:: Exercise ::
Whichever lines of the entries hold the word "Corwin" should be identified and copied.

:: Excerpted data ::
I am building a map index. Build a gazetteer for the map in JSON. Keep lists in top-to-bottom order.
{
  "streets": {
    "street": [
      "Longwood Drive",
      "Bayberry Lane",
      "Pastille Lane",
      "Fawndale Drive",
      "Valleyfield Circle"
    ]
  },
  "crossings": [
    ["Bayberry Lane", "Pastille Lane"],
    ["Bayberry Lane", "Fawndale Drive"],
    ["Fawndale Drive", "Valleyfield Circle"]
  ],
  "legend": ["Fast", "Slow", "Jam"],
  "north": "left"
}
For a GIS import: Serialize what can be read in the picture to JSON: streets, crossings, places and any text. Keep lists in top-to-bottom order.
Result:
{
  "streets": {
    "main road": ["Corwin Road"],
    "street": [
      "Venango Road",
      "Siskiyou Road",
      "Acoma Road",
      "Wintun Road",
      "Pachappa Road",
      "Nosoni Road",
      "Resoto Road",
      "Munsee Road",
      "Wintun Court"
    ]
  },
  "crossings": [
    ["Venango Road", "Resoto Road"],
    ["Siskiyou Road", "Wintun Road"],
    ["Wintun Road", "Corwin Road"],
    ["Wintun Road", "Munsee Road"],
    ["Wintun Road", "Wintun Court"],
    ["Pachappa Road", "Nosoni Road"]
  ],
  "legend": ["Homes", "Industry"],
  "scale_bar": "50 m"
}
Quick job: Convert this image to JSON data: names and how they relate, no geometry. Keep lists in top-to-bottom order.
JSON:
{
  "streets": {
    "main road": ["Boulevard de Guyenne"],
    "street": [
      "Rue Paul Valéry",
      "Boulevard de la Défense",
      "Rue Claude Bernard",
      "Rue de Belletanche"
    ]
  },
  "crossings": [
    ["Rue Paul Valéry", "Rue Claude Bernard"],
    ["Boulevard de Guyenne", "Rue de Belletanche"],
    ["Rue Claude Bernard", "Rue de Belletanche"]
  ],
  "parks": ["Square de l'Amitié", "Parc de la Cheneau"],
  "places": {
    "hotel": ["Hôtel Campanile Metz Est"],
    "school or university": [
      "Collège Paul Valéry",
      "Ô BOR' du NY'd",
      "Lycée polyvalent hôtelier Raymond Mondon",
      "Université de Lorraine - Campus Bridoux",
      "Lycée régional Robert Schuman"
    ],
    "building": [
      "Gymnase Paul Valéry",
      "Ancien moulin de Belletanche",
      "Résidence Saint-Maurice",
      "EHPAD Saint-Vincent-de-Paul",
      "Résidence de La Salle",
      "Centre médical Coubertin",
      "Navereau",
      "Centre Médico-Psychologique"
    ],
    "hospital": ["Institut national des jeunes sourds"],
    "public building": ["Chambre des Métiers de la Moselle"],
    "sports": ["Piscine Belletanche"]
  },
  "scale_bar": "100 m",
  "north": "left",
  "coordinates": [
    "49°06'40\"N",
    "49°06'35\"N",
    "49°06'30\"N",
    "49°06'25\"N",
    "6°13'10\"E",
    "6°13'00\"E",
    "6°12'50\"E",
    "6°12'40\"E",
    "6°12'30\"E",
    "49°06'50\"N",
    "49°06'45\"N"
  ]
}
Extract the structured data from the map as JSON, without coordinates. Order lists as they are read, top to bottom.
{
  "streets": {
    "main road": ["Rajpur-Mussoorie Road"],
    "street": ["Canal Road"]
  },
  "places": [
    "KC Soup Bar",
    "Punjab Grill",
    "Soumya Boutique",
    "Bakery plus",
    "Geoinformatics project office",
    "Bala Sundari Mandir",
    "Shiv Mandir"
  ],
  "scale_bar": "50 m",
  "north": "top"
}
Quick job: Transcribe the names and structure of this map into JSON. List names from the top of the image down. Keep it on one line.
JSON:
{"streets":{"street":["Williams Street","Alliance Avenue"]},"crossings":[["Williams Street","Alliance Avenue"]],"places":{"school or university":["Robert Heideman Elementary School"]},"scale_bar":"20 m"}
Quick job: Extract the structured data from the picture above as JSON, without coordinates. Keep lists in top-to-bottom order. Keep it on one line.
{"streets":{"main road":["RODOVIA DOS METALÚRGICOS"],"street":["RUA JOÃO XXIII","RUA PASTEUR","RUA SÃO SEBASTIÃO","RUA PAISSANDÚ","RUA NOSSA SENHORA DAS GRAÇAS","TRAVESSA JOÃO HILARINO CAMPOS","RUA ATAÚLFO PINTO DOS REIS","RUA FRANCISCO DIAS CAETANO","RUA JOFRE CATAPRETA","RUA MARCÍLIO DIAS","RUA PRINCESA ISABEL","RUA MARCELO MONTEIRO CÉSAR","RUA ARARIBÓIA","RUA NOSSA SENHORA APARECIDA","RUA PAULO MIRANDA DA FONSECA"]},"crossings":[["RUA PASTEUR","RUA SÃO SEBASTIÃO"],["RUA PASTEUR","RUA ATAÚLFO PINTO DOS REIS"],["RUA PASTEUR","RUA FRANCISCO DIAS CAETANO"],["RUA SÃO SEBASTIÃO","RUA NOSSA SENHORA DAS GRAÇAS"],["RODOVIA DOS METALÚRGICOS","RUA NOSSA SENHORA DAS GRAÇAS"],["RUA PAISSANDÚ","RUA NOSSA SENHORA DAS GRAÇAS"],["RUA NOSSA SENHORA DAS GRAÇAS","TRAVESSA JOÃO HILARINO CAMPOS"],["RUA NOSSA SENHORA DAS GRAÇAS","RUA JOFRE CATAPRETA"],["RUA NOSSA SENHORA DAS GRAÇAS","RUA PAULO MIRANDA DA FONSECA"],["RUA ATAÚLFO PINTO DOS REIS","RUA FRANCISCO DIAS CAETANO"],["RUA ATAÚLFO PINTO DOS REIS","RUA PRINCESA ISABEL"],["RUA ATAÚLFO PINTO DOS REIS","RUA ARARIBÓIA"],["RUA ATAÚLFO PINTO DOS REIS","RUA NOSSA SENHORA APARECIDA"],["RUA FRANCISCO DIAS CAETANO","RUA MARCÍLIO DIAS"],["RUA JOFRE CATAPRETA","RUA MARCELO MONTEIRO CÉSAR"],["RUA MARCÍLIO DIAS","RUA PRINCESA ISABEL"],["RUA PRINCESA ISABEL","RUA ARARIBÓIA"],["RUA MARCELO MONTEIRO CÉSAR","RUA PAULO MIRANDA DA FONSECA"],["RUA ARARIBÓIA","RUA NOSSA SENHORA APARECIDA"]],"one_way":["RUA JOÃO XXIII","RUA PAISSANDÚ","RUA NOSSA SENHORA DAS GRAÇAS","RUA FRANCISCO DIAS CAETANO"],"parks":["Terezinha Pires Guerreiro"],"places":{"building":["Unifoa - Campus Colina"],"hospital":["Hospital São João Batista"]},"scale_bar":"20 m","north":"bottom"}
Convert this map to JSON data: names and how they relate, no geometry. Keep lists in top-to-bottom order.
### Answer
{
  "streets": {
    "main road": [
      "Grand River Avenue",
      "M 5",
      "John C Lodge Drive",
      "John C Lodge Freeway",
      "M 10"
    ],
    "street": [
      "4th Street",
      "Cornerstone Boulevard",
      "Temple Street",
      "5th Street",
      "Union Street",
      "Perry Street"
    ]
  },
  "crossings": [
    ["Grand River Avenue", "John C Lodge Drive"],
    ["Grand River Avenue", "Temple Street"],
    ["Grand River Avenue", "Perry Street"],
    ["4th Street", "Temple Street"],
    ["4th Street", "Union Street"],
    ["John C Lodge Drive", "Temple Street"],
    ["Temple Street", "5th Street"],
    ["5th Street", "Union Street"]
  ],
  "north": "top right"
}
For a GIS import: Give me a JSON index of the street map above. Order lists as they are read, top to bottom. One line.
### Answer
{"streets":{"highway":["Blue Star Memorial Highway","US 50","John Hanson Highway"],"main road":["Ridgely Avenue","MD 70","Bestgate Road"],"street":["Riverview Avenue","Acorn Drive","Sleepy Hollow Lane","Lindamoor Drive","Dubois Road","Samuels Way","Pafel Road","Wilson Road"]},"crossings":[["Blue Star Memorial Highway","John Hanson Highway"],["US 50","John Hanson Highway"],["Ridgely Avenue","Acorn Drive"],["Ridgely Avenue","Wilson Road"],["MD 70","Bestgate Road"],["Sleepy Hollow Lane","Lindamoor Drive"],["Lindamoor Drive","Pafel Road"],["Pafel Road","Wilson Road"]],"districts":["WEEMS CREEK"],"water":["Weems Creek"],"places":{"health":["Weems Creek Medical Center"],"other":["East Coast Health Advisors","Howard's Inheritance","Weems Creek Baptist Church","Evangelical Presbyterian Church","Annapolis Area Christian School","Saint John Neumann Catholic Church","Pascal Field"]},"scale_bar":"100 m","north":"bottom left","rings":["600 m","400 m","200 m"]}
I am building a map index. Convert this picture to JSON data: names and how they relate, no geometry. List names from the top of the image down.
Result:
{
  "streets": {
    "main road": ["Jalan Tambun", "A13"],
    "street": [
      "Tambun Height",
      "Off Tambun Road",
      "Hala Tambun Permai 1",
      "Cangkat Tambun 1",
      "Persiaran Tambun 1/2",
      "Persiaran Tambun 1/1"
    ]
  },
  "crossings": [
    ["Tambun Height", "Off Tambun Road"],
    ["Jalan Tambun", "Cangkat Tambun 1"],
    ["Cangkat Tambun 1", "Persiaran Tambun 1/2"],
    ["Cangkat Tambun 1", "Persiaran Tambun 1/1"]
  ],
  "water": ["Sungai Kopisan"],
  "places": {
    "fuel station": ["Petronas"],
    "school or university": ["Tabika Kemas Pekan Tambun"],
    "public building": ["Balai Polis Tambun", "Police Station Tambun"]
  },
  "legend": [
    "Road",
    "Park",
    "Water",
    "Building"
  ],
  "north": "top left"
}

:: Answer for the task ::
    "main road": ["Corwin Road"],
    ["Wintun Road", "Corwin Road"],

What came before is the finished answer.